→ WORK INSTRUCTIONS: Return the lines below exactly, starting with the line that contains "a la derecha</div></div>" and stopping after the last line.
#####
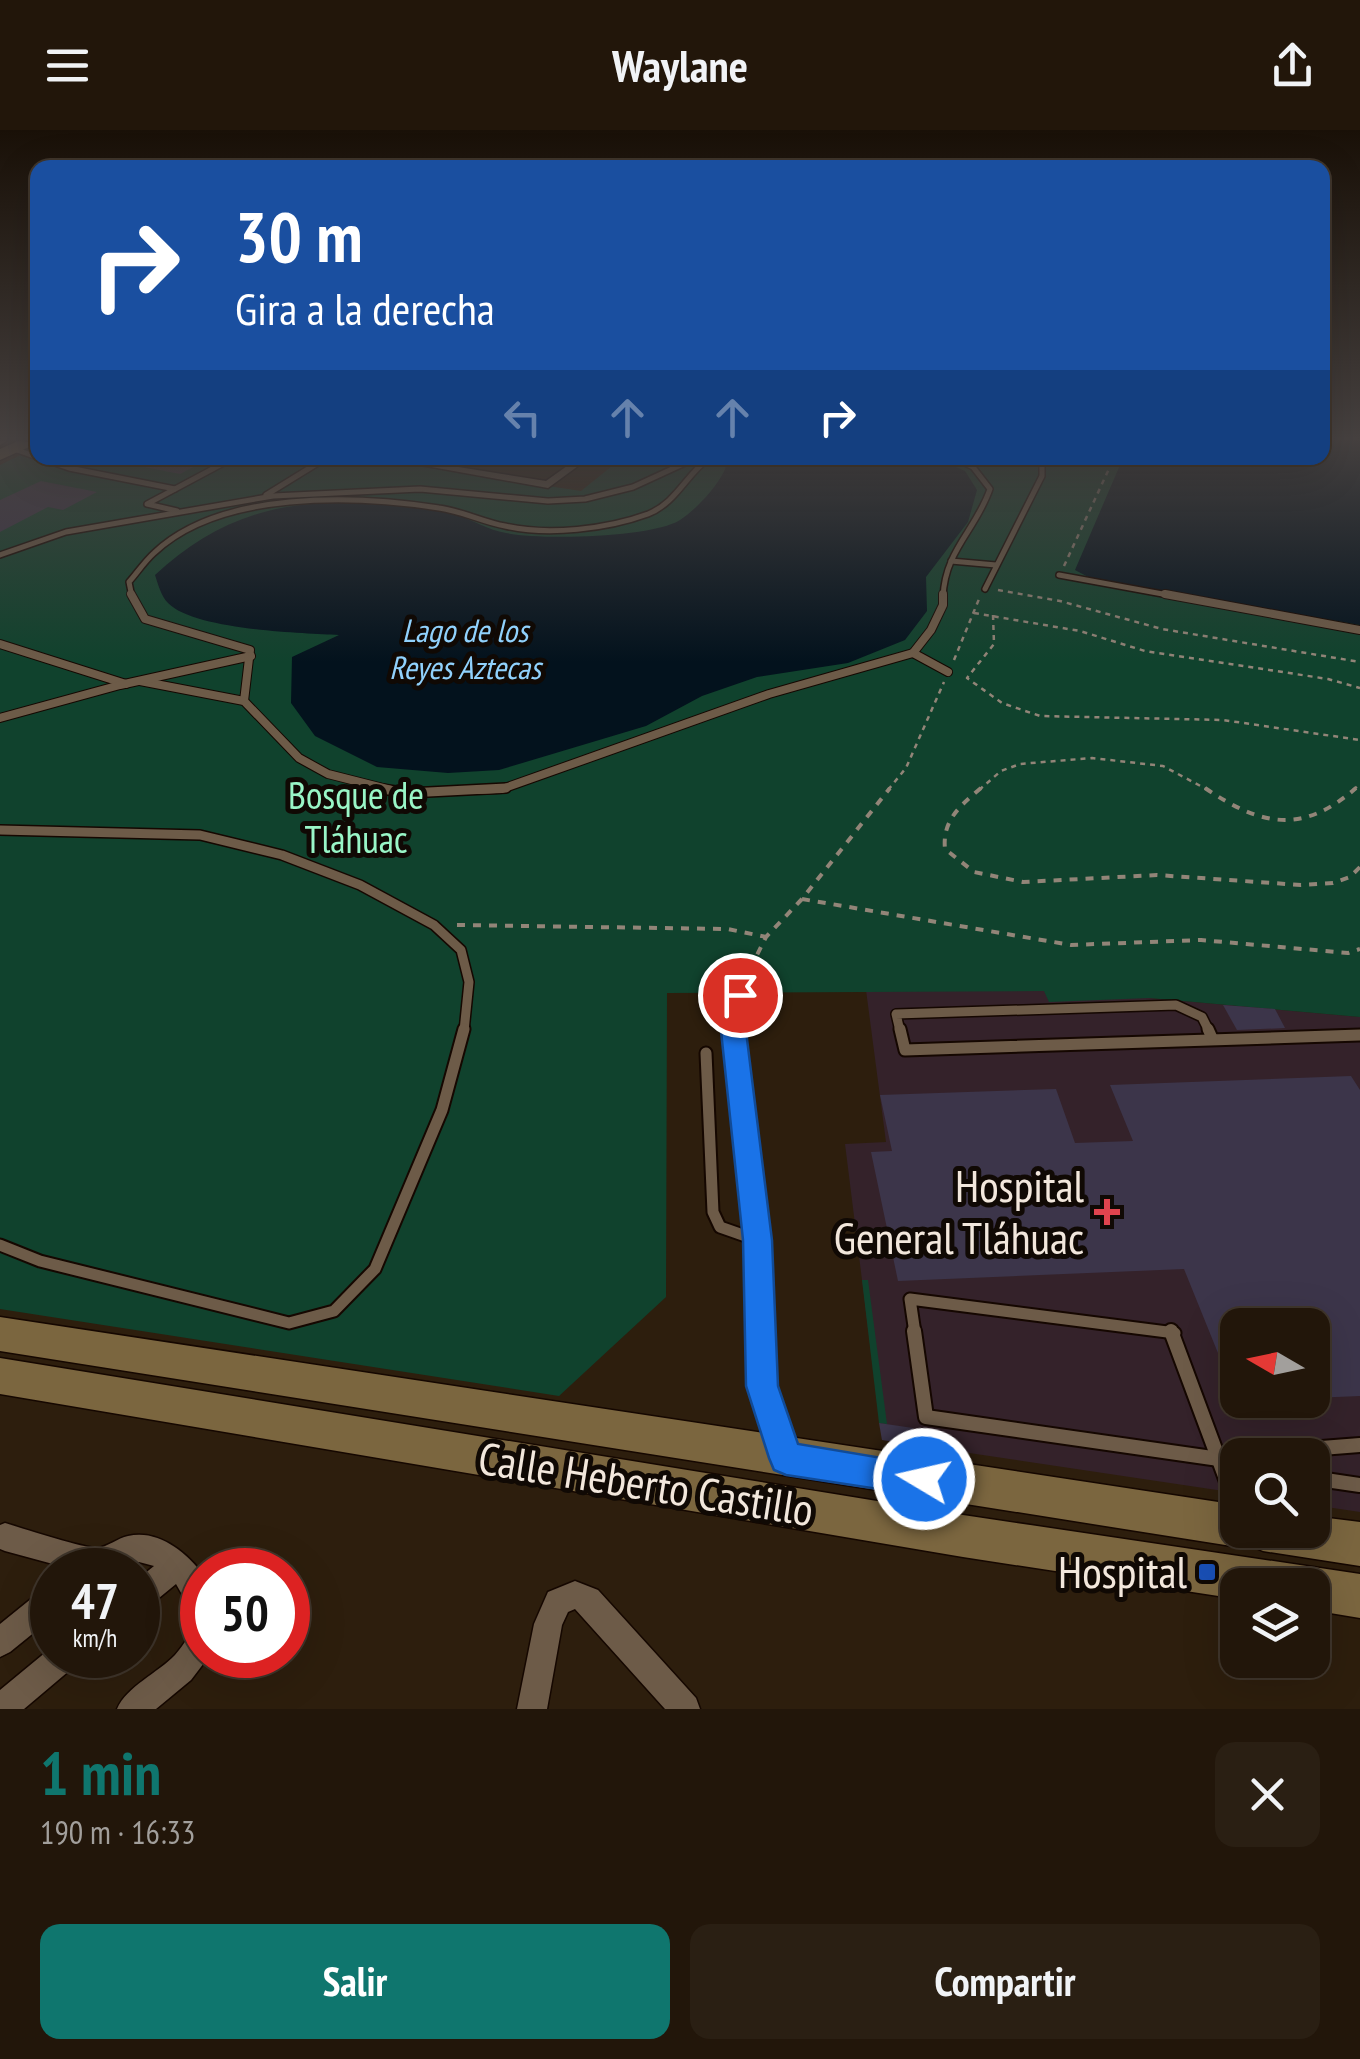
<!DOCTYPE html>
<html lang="es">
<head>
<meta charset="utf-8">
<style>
  :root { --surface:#22160a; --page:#2a1f13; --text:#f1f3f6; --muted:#a29f9c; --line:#3f352b; --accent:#0f766e }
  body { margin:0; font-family:"PT Sans Narrow",sans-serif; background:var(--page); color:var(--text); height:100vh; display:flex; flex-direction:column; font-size:38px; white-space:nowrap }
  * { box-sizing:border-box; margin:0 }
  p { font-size:32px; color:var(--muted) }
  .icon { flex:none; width:55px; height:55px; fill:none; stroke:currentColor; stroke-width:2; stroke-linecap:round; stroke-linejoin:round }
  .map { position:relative; height:1579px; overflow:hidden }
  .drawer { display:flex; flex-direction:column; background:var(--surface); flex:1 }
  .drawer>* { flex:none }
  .hud { position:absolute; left:30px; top:30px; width:1300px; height:305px; border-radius:20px; box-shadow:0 10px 40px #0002,0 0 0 2px var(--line); background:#1a4fa0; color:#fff; overflow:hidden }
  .needle { width:65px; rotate:279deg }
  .controls { position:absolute; left:1220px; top:1178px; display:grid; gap:20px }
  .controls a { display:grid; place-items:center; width:110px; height:110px; border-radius:20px; background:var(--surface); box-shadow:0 10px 40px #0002,0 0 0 2px var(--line); font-size:50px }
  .speed { position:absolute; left:30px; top:1418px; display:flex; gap:20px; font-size:50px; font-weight:700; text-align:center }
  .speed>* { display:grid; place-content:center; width:130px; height:130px; border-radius:50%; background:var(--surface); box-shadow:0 10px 40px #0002,0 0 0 2px var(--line); line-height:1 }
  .speed small { font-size:25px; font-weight:400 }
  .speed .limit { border:15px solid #d22; background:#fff; color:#111 }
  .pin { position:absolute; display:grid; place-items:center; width:85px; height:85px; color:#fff; margin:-42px; border:5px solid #fff; border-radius:50%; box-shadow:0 2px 10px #0007 }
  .me { position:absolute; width:110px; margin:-55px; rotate:279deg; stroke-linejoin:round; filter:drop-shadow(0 0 8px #0008) }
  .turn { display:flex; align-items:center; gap:35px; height:210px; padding:0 40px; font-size:45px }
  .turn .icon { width:130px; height:130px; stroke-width:2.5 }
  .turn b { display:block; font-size:70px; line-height:85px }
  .lanes { display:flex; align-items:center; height:95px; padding:0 40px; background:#0003; justify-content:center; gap:50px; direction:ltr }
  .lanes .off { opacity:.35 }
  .round { display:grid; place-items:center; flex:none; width:105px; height:105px; border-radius:20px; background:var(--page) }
  .summary { display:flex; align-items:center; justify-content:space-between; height:170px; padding:0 40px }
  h1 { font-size:60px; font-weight:700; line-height:75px; color:var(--accent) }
  .primary-button { display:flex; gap:20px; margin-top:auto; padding:20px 40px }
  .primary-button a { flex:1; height:115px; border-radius:20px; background:var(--accent); color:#fff; font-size:40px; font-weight:700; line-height:115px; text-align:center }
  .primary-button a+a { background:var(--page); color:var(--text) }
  header { display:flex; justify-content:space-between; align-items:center; height:130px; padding:0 40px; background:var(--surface); font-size:45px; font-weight:700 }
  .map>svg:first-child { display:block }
  .medical { fill:#34222a; fill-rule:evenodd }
  .green { fill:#10422d }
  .water { fill:#03121d }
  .building { fill:#3c354a }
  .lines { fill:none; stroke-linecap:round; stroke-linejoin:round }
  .service-far4-casing { stroke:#150700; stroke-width:8 }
  .service-far3-casing { stroke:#150700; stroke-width:10 }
  .service-far2-casing { stroke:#150700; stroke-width:12 }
  .service-far1-casing { stroke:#150700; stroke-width:15 }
  .service-casing { stroke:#150700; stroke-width:18 }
  .minor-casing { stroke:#150700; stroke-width:3 }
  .secondary-casing { stroke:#150700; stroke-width:3 }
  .path-far1 { stroke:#928578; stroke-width:2.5; stroke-dasharray:5 5; stroke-linecap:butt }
  .path { stroke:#928578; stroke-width:4; stroke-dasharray:8 8; stroke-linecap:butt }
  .service-far4 { stroke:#6d5b48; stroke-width:5 }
  .service-far3 { stroke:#6d5b48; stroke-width:8 }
  .service-far2 { stroke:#6d5b48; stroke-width:9 }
  .service-far1 { stroke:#6d5b48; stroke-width:11 }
  .service { stroke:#6d5b48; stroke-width:14 }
  .minor { fill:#6d5b48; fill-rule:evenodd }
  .secondary { fill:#7b663f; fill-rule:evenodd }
  .route { fill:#1a73e8; stroke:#114b97; stroke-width:2.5 }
  .health-dot { fill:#e0444e; stroke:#100904; stroke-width:4 }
  .transit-dot { fill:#1a4fb4; stroke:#100904; stroke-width:4 }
  .labels { text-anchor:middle; stroke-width:10; stroke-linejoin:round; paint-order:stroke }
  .far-water-label { font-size:32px; font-style:italic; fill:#90d1fc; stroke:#100904 }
  .park-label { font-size:38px; fill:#99f6c7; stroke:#100904 }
  .near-poi-label { font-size:45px; fill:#f2e7dc; stroke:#100904; text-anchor:end }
  .near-street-label { font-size:45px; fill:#f2e7dc; stroke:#100904 }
</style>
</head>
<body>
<header><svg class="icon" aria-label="menu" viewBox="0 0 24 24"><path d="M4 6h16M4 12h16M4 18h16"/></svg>Waylane<svg class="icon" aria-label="share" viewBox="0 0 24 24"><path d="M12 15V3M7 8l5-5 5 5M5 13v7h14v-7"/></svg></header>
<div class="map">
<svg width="1360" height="1579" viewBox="0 0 1360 1579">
  <rect width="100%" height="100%" fill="#2d1e0d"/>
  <!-- medical -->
  <path class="medical" d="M866 860 1072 861 1360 887V1382L1313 1375 1312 1325H1238L1237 1363 882 1310 845 1014 886 1012ZM1238 1195H1312V1270H1238Z"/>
  <!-- green -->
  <g class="green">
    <path d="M1323 311H1360V887L1149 868 1049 872 1044 861 667 863 666 1167 559 1266 0 1179V335L37 317 38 328H363L581 361 622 328H1322Z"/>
    <path d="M862 1150H868L887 1294 879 1293Z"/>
  </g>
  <!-- water -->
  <g class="water">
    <path d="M1323 311H1360V495L1092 449 1075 440 1123 328H1322Z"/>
    <path d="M735 328H936L965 341 977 360 968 392 926 447 927 481 905 510 848 533 757 547 702 566 646 596 499 640 448 643 377 637 315 606 291 573 292 527 339 505C301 503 194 500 168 473 161 466 158 454 155 445 192 411 231 388 281 378 330 368 408 373 456 385 473 390 488 400 506 403 540 410 652 408 680 390 697 379 723 351 727 333Z"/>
  </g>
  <!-- building -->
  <g class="building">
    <path d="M135 328H210L180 344 134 335Z"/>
    <path d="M41 351 97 362 63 380 48 377 0 402V370Z"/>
    <path d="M1223 875 1275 879 1285 898 1237 900Z"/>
    <path d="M1351 946 1360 960V1266L1312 1268V1195H1238L1237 1270 1184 1139 898 1151 871 1022 892 1021 880 965 1056 959 1075 1013 1133 1011 1110 955Z"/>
    <path d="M879 1293 913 1298 914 1315 882 1310Z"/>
  </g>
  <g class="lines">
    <defs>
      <g id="service-far4">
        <path d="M14 319 69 338 175 359"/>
        <path d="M266 365 326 328"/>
        <path d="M177 381 147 374 233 328"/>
        <path d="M0 425 66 402 273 366 420 359 548 371 585 369 633 357 696 328"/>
        <path d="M951 431 996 435"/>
        <path d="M1059 445 1179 467"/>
        <path d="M985 459 1042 346V328"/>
        <path d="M132 467 129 452C137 443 145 431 154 423 220 360 355 365 439 378 462 381 483 392 505 396 548 406 607 399 648 384 676 373 686 345 709 328"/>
        <path d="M943 467C945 420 976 400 990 359L973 337 954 328"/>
      </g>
      <g id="service-far3">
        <path d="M131 464 145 489 250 520 244 571"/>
        <path d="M1165 464 1360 500"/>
        <path d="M0 514 126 554"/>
        <path d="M913 523 948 542"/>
        <path d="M140 551 244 571 299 628 328 644 391 660"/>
        <path d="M0 588 120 555 251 526"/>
        <path d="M477 660 502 659 769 564 913 523 931 500 943 475V464"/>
      </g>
      <g id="service-far2">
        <path d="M375 658 409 663 506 658"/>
        <path d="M0 700 200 705 282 725 360 755 434 795 461 820 469 852 464 901"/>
        <path d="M734 901 739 865"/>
        <path d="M900 901 896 884 1176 875 1202 887 1209 901"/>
      </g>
      <g id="service-far1">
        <path d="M734 899 757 1110 760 1203"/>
        <path d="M900 899 905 920 1360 905"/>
        <path d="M1208 899 1212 908"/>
        <path d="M706 923 713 1082 720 1097 757 1110"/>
        <path d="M0 1115 40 1131 289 1193 334 1181 375 1139 442 980 464 899"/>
        <path d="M915 1203 910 1169 1175 1203"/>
      </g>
      <g id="service">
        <path d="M760 1201 762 1255 781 1312"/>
        <path d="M914 1201 926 1287 1219 1329"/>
        <path d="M1171 1201 1238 1381"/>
        <path d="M1291 1325 1296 1320 1360 1315"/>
        <path d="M1312 1348 1360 1355"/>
      </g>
      <g id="minor">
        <path d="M0 311H6L0 315Z"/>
        <path d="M382 328H402L546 351 567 336 536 331 531 328 574 331 578 328H589L548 358Z"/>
        <path d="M5 1393C21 1398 86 1419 98 1418 107 1417 118 1408 128 1406 157 1399 185 1421 202 1443V1486L192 1482 176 1454 148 1477 138 1481V1449L154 1436 139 1432 113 1440H75L5 1421 0 1419V1395Z"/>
        <path d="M575 1451 598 1460 696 1568 700 1579H665L575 1479 568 1482 562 1495 547 1579H517L534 1494 548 1462Z"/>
        <path d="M52 1456V1488L10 1522 0 1527V1494L42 1460Z"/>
        <path d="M202 1496V1525H210L191 1550 156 1579H117C127 1556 158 1543 175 1525 185 1514 189 1502 202 1496Z"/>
        <path d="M52 1517V1525H81L76 1535 24 1579H0V1560Z"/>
      </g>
      <g id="secondary">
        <path d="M18 311 38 313 0 330V319Z"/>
        <path d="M0 1187 1238 1375V1400H1312V1386L1360 1392V1436L1263 1421 1247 1414 1238 1417 0 1221Z"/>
        <path d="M0 1228 963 1385 1360 1444V1488L1312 1480V1455H1238V1469L963 1427 0 1264Z"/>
      </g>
    </defs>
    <!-- service-far4 casing -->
    <use href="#service-far4" class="service-far4-casing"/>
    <!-- service-far3 casing -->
    <use href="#service-far3" class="service-far3-casing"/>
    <!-- service-far2 casing -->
    <use href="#service-far2" class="service-far2-casing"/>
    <!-- service-far1 casing -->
    <use href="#service-far1" class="service-far1-casing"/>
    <!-- service casing -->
    <use href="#service" class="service-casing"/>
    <!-- minor casing -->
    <use href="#minor" class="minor-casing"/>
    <!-- secondary casing -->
    <use href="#secondary" class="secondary-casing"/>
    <!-- path-far1 -->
    <g class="path-far1">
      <path d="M1064 436 1114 328"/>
      <path d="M998 460 1060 471 1162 499 1360 532"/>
      <path d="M974 483 1080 501 1145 521 1328 549 1360 558"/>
      <path d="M993 485 994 514 967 548 1002 573 1040 586 1223 590 1360 610"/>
      <path d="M954 530 979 469"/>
      <path d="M888 660 906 638 944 552"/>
      <path d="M979 660 1001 641 1020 634 1092 628 1163 636 1208 660"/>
      <path d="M1353 660 1360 654"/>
    </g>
    <!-- path -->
    <g class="path">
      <path d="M981 658C961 675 942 690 945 719L974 742 1023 752 1157 745 1301 755 1333 753 1350 747 1360 737"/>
      <path d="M1205 658C1261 696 1302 705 1356 658"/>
      <path d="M802 769 1071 815 1201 810 1348 823 1360 819"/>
      <path d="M457 795 728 799 766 807"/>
      <path d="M743 853 766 807 802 769 890 658"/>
    </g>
    <!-- service-far4 -->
    <use href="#service-far4" class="service-far4"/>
    <!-- service-far3 -->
    <use href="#service-far3" class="service-far3"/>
    <!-- service-far2 -->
    <use href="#service-far2" class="service-far2"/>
    <!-- service-far1 -->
    <use href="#service-far1" class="service-far1"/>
    <!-- service -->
    <use href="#service" class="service"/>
    <!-- minor -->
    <use href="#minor" class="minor"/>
    <!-- secondary -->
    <use href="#secondary" class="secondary"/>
  </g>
  <!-- sky -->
  <linearGradient id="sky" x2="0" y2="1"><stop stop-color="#191007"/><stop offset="0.58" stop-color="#464140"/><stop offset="1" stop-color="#464140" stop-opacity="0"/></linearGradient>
  <rect width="1360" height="532" fill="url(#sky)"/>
  <!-- route -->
  <path class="route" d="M740 856 752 865 746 901 772 1110 778 1256 798 1314 936 1337 941 1349 936 1361 924 1366 786 1345 774 1340 769 1328 746 1256 743 1110 721 901 727 865Z"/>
  <!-- markers -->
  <path class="health-dot" d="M1102 1067h10v10h10v10h-10v10h-10v-10h-10v-10h10z"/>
  <rect class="transit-dot" x="1197" y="1432" width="20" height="20" rx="5"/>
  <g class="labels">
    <!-- far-water labels -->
    <g class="far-water-label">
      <text x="465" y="512">Lago de los<tspan x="465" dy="37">Reyes Aztecas</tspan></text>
    </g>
    <!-- park labels -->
    <g class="park-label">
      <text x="356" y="679">Bosque de<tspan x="356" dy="44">Tláhuac</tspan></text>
    </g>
    <!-- near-poi labels -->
    <g class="near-poi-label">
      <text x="1084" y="1072">Hospital<tspan x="1084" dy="52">General Tláhuac</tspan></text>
      <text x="1187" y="1458">Hospital</text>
    </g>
    <!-- near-street labels -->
    <g class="near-street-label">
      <text transform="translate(646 1354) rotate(9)" y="16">Calle Heberto Castillo</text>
    </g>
  </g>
</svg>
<div class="controls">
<a><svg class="needle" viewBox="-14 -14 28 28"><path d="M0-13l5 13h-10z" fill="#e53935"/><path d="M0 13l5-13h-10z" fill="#a29f9c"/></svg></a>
<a><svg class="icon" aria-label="search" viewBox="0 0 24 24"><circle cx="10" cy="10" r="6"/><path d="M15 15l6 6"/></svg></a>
<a><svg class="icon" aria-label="layers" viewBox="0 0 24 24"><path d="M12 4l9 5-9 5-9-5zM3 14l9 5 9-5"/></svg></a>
</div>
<div class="speed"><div>47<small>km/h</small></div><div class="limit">50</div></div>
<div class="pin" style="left:740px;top:865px;background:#d93025"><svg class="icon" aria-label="arrive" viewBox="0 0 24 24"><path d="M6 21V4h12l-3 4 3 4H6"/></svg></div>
<svg class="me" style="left:924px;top:1349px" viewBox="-20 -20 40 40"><circle r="17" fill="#1a73e8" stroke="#fff" stroke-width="3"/><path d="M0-11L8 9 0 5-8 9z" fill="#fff"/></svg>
<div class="hud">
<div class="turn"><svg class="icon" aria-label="right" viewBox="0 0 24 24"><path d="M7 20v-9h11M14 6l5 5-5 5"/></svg><div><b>30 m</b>Gira a la derecha</div></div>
<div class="lanes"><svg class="icon off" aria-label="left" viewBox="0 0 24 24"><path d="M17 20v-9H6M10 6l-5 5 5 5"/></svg><svg class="icon off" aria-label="ahead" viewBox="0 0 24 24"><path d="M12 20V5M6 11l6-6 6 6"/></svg><svg class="icon off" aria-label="ahead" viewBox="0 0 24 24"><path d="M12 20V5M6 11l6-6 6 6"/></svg><svg class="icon" aria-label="right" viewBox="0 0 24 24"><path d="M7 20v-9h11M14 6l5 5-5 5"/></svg></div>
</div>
</div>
<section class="drawer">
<div class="summary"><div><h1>1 min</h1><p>190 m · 16:33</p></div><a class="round"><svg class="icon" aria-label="close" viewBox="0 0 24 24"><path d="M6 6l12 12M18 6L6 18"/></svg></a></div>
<div class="primary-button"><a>Salir</a><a>Compartir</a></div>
</section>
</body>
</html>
#####
→ REPLY:
<div class="turn"><svg class="icon" aria-label="right" viewBox="0 0 24 24"><path d="M7 20v-9h11M14 6l5 5-5 5"/></svg><div><b>30 m</b>Gira a la derecha</div></div>
<div class="lanes"><svg class="icon off" aria-label="left" viewBox="0 0 24 24"><path d="M17 20v-9H6M10 6l-5 5 5 5"/></svg><svg class="icon off" aria-label="ahead" viewBox="0 0 24 24"><path d="M12 20V5M6 11l6-6 6 6"/></svg><svg class="icon off" aria-label="ahead" viewBox="0 0 24 24"><path d="M12 20V5M6 11l6-6 6 6"/></svg><svg class="icon" aria-label="right" viewBox="0 0 24 24"><path d="M7 20v-9h11M14 6l5 5-5 5"/></svg></div>
</div>
</div>
<section class="drawer">
<div class="summary"><div><h1>1 min</h1><p>190 m · 16:33</p></div><a class="round"><svg class="icon" aria-label="close" viewBox="0 0 24 24"><path d="M6 6l12 12M18 6L6 18"/></svg></a></div>
<div class="primary-button"><a>Salir</a><a>Compartir</a></div>
</section>
</body>
</html>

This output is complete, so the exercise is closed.